Arts and crafts help students learning English polish their speaking skills
Summer school has gone beyond the stereotype for students attending classes at Olivewood Elementary School in Lake Forest with the help of Arts Teach instructors from the Segerstrom Center for the Arts.
For the past four weeks, around 320 children from the Saddleback Valley Unified School District have been spending half of their summer school study time making puppets, writing scripts and learning music.
The students, who are entering grades first through eighth this fall, all have one thing in common — English is not their first language.
As part of the Saddleback district’s English Language Development Summer Enrichment Program, the young learners spend half the morning with the Segerstrom teachers and the other half learning math, science, social studies and writing with teachers from the district.
Both groups of educators have the same primary goal: to help their students develop their English speaking skills.
“It’s integrated arts to the max,” said John Zeretzke, who teaches world music. “The way they learn vocabulary, patterns and symbolism in art are things that’ll cross over to other disciplines like math and science.”
All children in the program have taken the California English Language Development Test, an exam that students whose home language is not English must take each fall until they are re-classified as fluent in English.
Students in the district who have tested as intermediate in English are invited to join the summer program.
Classes are separated into grade levels with each class focused on learning one art form. The Segerstrom teachers lead classes that focus on hip-hop routines, singing and music theory, drawing and instrument-making.
Ellen Schulze, who teaches puppet-making, said she started off her first-grade class slowly by teaching them the names of shapes.
“At the beginning, they learned shapes like ‘circle’ and ‘oval,’” Schulze said. “Then soon, they started learning words like ‘cylinder’ and ‘rectangular prism.’”
In order to make their hand puppets and marionettes out of their polystyrene, cardboard and fabric, the students needed to learn the shapes that would construct them.
Schulze had also given each student a journal to write scripts for their puppets. She had them write their lines daily during the program.
Rubén Garfias is teaching theater and has his seventh- and eighth-grade students write their own plays.
“On the first day, not a sheet of paper or pencils were on their desks,” Garfias said. “Now, if my lips are moving, their pencils are moving twice as fast taking notes.”

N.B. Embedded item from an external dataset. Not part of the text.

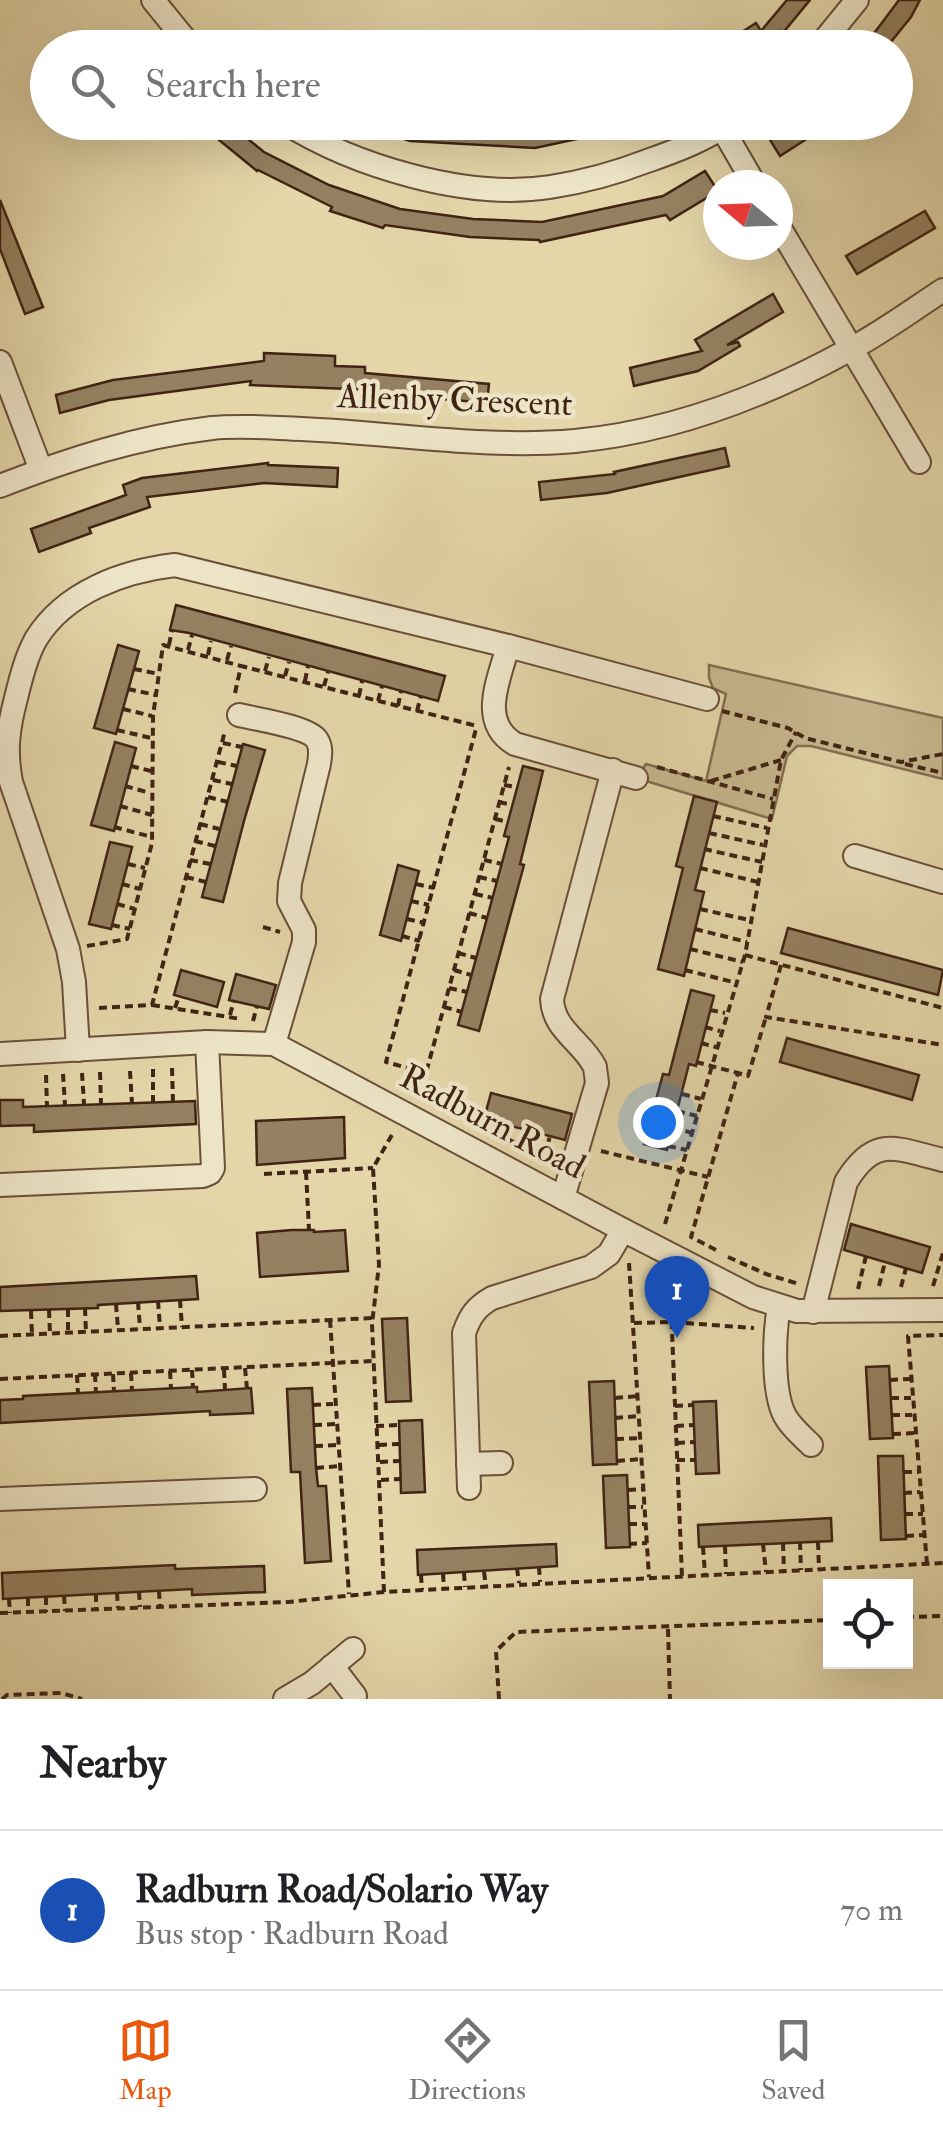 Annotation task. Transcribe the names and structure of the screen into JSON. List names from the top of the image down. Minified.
{"streets":{"street":["Allenby Crescent","Radburn Road"]},"north":"left","page":{"search":"Search here","pins":"1","heading":"Nearby","list":[{"mark":"1","name":"Radburn Road/Solario Way","note":"Bus stop · Radburn Road","value":"70 m"}],"nav":["Map","Directions","Saved"]}}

Each day, Garfias and his students discuss story ideas and perform their work for one another.
“[Rubén] taught us that if we make a mistake on stage we can always fix it,” student Omar Maya, 13, said. “He shows us not to be afraid.”
Zeretzke brought in bamboo and plastic pipes for his fourth- and fifth-grade class to make flutes from the Greek, African and Mayan cultures.
When decorating their instruments, he had students write haikus about the culture the instrument comes from.
“Each year, I hear at least one kid say the same thing — ‘I don’t want school to end,’” Zeretzke said.
The camp will conclude with an open house Thursday when students will share with their parents the performances and artwork they developed throughout the program.